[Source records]
○ ○ ○ ○ ○ ○ ○

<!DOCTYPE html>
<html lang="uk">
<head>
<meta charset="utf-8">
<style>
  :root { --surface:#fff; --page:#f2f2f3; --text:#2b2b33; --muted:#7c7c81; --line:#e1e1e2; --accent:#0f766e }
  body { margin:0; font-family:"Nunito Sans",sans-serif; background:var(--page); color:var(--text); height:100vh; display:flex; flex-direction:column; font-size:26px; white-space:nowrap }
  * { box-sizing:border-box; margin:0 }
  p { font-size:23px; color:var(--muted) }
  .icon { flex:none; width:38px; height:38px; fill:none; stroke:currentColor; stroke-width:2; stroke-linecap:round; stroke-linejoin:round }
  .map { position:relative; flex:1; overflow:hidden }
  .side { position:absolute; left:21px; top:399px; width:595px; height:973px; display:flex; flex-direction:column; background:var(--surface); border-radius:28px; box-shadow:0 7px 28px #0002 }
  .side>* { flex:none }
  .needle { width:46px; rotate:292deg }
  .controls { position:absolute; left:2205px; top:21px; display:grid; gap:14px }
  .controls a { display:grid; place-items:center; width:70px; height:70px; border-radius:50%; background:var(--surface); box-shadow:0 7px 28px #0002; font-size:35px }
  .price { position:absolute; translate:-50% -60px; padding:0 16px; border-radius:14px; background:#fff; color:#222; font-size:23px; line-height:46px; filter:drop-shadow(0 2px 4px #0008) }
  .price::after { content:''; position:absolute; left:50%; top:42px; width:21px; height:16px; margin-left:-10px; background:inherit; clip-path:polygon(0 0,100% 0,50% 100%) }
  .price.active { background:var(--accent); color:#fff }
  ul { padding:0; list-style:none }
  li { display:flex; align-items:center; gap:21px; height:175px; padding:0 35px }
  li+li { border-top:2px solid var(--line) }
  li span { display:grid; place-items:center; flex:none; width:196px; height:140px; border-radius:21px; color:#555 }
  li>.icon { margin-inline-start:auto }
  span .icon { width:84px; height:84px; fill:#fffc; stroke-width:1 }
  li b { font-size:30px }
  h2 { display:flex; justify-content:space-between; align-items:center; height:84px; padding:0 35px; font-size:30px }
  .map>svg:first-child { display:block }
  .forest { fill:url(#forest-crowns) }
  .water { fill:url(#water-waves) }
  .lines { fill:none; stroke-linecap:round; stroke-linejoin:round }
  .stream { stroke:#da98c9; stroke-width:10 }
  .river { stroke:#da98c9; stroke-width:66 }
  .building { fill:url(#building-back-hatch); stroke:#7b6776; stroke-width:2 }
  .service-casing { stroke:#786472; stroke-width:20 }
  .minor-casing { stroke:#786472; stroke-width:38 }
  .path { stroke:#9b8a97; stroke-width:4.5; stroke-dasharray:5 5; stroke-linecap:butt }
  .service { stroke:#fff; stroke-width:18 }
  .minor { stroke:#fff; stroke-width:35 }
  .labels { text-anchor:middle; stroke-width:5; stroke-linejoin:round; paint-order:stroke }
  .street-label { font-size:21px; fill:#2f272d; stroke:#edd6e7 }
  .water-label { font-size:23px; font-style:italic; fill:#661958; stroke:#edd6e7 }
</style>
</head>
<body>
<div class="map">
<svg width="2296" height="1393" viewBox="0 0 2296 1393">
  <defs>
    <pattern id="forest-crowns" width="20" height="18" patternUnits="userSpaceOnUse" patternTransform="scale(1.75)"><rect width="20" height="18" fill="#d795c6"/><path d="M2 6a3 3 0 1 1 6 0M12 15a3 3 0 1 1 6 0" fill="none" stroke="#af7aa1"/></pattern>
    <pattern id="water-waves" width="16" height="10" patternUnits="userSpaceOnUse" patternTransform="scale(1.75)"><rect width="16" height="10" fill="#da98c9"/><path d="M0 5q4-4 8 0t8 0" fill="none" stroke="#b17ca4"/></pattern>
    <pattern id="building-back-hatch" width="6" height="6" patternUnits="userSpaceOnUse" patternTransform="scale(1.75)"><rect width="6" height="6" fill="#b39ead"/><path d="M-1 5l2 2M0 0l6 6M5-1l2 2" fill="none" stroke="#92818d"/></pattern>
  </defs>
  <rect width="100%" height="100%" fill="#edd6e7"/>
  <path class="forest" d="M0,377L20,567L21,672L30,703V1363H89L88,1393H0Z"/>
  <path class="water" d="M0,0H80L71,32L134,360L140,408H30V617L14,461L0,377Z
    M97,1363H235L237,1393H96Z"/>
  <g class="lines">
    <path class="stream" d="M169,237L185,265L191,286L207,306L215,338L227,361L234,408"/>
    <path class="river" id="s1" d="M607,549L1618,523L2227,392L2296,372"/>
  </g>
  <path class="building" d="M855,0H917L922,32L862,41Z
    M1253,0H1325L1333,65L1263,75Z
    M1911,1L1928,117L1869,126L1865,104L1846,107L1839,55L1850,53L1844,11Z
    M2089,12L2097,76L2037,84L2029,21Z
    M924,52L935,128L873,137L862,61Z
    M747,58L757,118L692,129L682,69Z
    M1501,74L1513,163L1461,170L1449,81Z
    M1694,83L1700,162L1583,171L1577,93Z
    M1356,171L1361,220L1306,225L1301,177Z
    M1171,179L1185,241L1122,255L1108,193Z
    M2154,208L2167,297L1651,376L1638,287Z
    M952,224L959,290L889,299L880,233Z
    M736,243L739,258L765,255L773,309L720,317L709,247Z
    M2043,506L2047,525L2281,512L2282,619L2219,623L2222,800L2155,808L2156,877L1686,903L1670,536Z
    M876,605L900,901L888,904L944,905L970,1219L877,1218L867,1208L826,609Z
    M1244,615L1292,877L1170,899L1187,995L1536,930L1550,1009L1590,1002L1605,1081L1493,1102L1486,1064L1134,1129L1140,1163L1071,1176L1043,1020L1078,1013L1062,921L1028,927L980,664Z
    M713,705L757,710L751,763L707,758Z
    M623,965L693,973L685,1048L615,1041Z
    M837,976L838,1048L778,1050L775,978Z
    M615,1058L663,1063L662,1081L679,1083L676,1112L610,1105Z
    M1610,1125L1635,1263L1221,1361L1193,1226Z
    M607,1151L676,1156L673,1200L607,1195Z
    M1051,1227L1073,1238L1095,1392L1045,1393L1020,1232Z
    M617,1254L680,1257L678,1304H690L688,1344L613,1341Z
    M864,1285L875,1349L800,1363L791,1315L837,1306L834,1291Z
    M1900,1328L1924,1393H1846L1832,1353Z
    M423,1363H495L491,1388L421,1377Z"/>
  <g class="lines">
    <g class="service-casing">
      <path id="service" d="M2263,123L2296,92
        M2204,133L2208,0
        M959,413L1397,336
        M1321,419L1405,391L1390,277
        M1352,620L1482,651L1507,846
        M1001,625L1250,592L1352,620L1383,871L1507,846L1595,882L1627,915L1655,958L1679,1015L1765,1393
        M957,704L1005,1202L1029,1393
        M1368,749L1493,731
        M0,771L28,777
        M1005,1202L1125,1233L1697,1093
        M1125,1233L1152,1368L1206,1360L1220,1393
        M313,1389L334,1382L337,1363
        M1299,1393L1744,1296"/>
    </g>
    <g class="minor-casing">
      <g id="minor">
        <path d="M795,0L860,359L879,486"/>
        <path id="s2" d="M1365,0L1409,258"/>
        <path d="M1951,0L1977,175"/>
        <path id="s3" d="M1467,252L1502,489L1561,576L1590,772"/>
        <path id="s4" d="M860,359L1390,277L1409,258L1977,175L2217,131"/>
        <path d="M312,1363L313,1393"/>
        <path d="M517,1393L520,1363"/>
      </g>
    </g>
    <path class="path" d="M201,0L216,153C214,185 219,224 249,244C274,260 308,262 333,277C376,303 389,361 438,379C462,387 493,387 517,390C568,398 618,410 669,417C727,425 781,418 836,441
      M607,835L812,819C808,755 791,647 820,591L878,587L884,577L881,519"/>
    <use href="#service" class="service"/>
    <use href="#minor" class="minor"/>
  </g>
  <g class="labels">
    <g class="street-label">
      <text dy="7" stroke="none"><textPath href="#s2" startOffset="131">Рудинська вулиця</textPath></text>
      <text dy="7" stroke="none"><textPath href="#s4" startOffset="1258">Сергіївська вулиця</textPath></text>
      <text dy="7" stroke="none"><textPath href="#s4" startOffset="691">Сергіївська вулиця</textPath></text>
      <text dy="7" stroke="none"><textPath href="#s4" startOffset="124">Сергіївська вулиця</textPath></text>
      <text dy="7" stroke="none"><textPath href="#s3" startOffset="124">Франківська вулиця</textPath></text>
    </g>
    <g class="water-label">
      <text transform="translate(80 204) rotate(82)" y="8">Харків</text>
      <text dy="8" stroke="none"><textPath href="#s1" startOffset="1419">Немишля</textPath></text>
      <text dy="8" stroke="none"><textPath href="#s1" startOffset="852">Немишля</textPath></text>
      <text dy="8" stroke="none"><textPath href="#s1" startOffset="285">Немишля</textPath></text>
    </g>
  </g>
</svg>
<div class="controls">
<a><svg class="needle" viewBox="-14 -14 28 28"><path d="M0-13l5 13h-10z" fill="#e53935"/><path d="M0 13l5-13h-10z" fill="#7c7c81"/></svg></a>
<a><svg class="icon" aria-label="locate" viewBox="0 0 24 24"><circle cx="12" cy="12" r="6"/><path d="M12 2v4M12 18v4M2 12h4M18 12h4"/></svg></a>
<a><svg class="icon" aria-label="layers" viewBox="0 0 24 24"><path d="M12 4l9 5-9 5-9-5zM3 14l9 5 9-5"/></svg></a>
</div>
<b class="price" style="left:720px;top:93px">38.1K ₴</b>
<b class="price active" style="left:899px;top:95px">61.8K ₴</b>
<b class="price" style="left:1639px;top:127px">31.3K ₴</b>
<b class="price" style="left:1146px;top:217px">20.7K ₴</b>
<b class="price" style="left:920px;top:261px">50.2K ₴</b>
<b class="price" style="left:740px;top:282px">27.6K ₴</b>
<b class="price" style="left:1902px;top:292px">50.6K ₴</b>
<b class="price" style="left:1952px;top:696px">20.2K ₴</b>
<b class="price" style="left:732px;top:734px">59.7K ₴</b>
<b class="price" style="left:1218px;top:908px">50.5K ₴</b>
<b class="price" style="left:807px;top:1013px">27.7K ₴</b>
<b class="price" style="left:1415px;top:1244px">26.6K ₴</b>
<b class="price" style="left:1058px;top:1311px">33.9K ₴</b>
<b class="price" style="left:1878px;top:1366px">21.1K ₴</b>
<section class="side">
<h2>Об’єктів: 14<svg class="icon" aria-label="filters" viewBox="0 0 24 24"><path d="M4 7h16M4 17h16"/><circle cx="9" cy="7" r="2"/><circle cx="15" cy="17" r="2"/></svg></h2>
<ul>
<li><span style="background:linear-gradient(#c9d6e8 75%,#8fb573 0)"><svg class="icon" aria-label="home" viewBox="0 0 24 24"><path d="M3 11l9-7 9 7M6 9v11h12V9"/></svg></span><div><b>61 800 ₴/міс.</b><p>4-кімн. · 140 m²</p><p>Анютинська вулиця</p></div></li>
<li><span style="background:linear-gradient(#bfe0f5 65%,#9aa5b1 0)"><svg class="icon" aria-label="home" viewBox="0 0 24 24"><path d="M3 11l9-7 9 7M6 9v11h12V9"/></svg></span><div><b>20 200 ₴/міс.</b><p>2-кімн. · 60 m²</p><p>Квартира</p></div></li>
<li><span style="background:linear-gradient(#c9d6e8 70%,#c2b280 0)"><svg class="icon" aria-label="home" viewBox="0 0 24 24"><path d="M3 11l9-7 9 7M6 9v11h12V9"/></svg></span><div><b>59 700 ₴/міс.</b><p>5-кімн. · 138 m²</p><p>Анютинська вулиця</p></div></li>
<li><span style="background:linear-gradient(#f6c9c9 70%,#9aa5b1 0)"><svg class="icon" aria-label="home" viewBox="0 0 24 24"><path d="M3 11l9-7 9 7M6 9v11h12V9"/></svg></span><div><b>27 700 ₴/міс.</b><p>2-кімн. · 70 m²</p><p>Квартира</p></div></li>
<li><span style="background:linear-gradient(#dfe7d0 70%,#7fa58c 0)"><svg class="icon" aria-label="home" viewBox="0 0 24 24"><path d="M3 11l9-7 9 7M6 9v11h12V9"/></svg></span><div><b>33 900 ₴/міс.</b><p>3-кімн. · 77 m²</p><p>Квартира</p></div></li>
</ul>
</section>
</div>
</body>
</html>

○ ○ ○ ○ ○ ○ ○

▸ Task to complete
Using the entries above, return each line in which the word "body" occurs.

▸ Solution below
  body { margin:0; font-family:"Nunito Sans",sans-serif; background:var(--page); color:var(--text); height:100vh; display:flex; flex-direction:column; font-size:26px; white-space:nowrap }
<body>
</body>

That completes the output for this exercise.